WHAT IS BEING ASKED: Retype exactly the lines that run from the start of the data to the line holding "1px #776b65) drop-shadow(0", including both, and only those.

○ ○ ○ ○

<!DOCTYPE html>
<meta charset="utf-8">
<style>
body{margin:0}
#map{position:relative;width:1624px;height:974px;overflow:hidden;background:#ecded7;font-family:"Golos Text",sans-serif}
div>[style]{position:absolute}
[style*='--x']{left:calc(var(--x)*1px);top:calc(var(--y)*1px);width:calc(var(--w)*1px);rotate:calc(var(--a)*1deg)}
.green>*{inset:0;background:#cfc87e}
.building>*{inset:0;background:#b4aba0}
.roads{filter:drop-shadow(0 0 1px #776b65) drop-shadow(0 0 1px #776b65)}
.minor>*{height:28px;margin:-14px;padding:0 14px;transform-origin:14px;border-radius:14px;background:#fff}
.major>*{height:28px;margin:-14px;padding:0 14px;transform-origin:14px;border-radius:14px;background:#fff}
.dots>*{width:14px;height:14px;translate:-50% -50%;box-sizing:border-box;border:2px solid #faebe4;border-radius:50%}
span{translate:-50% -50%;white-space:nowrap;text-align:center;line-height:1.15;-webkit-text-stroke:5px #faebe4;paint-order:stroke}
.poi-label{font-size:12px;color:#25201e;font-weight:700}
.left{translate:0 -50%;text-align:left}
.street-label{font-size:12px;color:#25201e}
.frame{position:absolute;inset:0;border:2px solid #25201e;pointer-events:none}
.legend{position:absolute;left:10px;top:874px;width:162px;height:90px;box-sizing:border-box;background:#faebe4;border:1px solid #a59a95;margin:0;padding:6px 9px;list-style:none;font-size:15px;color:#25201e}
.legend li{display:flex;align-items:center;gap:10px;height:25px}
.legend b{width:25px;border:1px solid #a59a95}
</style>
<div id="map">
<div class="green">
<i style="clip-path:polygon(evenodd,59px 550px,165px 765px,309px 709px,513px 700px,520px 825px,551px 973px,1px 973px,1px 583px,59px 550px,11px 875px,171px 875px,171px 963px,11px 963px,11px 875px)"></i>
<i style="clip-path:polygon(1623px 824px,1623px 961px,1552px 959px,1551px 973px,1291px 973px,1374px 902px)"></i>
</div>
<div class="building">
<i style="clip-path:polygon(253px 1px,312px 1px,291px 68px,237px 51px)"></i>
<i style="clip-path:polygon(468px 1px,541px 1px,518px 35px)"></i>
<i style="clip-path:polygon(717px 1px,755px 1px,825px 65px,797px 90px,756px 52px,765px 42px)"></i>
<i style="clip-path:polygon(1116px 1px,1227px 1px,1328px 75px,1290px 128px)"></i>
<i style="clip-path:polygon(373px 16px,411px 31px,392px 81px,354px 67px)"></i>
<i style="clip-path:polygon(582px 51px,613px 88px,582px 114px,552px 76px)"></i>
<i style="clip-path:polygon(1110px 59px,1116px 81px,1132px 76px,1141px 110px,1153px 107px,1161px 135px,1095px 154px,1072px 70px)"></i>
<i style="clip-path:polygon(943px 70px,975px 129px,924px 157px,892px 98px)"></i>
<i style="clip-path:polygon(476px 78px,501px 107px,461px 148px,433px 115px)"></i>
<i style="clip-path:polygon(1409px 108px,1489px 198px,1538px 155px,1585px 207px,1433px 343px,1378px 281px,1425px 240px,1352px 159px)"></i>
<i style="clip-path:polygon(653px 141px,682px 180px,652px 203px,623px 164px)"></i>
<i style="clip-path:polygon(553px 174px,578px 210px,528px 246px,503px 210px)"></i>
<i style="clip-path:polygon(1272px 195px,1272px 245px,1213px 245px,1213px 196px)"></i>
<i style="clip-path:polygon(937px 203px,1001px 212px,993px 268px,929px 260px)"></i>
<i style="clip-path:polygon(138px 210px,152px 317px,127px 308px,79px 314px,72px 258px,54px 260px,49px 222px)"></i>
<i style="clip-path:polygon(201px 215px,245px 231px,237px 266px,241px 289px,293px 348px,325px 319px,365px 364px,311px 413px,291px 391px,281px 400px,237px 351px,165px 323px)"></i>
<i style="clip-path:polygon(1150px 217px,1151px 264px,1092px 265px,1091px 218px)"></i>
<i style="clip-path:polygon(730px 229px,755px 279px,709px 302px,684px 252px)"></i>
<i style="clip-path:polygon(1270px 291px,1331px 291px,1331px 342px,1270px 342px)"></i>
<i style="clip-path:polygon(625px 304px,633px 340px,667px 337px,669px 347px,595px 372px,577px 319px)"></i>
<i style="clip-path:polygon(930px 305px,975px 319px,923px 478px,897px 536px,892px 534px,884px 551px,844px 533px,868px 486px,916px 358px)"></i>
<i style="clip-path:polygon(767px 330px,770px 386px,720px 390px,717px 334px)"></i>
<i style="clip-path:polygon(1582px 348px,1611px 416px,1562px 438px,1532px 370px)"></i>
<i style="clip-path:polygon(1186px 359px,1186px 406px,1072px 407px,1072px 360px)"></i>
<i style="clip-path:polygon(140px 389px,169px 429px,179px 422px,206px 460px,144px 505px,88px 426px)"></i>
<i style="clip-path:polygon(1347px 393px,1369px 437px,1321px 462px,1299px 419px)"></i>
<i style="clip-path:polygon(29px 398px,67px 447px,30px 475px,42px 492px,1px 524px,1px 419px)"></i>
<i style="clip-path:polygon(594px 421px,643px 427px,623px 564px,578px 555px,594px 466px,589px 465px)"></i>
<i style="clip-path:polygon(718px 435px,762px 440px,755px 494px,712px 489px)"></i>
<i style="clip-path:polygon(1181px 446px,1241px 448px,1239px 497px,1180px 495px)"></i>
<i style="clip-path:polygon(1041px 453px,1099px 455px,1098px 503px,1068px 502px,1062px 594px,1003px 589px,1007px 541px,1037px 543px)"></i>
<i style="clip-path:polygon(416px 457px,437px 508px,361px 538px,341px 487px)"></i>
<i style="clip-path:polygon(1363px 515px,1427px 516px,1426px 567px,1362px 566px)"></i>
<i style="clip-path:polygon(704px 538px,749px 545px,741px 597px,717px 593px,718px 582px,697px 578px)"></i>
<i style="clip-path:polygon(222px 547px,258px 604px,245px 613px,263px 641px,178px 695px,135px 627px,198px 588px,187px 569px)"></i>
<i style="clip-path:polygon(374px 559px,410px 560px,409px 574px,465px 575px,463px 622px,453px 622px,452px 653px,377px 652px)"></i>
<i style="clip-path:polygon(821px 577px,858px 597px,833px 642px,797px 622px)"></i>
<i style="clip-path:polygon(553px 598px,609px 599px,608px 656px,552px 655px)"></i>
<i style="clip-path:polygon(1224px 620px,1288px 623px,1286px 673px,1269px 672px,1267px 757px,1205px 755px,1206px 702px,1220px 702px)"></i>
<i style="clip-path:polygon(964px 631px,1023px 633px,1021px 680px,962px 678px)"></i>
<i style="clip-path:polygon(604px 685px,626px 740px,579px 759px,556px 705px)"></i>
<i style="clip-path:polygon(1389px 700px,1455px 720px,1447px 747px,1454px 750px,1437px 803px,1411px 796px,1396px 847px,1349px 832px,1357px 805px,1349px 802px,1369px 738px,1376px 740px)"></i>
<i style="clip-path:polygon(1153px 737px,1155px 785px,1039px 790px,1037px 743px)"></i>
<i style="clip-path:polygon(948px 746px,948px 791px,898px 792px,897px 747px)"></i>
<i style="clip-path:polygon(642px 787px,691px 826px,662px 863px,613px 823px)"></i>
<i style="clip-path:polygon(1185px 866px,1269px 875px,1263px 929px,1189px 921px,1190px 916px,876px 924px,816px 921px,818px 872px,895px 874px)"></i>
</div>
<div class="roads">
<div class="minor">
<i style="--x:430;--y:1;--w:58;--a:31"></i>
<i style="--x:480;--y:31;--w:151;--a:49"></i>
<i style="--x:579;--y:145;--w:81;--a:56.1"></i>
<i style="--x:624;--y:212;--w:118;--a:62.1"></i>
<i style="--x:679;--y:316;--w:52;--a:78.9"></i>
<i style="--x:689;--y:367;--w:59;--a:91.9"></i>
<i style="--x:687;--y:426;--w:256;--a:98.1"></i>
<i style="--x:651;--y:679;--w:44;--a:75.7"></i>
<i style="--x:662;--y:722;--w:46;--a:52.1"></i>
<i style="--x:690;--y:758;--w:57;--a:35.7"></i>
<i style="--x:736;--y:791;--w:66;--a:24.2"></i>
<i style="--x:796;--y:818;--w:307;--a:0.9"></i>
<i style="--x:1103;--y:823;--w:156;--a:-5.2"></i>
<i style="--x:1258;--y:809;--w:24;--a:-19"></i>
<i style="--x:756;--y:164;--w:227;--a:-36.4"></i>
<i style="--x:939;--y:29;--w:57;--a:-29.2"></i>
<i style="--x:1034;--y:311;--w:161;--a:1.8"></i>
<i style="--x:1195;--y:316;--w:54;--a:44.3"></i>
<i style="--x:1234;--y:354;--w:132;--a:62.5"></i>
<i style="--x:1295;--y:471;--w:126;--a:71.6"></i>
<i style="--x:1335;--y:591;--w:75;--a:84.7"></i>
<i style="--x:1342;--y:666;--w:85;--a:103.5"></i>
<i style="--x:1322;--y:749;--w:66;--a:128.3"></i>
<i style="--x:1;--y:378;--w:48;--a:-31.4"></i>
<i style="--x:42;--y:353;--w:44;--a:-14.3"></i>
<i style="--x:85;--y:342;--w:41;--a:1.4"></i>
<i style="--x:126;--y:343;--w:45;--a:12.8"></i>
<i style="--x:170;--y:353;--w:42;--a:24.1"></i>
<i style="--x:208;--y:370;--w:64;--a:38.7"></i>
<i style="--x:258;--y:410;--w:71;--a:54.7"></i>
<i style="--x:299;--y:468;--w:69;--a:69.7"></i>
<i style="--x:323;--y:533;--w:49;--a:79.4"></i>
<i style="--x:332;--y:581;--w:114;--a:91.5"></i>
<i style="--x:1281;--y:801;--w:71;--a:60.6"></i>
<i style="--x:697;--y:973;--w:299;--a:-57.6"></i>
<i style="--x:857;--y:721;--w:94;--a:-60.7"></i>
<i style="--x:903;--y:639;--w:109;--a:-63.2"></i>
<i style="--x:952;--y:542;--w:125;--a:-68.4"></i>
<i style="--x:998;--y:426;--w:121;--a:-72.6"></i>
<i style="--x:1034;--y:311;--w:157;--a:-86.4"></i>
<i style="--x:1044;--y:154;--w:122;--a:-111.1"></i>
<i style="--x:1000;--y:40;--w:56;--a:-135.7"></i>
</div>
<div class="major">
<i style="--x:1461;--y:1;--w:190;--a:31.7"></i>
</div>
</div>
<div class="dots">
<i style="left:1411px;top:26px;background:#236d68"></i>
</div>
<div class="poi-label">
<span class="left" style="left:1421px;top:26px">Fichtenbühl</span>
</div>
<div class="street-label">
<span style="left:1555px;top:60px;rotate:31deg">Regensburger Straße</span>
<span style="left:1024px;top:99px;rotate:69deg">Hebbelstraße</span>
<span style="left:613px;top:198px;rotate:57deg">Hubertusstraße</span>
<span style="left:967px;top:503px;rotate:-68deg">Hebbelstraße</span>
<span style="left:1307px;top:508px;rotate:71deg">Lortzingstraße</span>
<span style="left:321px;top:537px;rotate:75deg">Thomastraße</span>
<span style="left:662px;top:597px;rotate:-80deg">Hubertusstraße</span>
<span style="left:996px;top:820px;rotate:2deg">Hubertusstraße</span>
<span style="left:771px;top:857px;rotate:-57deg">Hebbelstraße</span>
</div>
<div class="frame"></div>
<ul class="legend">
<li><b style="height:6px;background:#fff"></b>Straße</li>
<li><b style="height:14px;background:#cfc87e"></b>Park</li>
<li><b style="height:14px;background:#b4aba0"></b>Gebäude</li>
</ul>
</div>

○ ○ ○ ○

EXERCISE OUTPUT:
<!DOCTYPE html>
<meta charset="utf-8">
<style>
body{margin:0}
#map{position:relative;width:1624px;height:974px;overflow:hidden;background:#ecded7;font-family:"Golos Text",sans-serif}
div>[style]{position:absolute}
[style*='--x']{left:calc(var(--x)*1px);top:calc(var(--y)*1px);width:calc(var(--w)*1px);rotate:calc(var(--a)*1deg)}
.green>*{inset:0;background:#cfc87e}
.building>*{inset:0;background:#b4aba0}
.roads{filter:drop-shadow(0 0 1px #776b65) drop-shadow(0 0 1px #776b65)}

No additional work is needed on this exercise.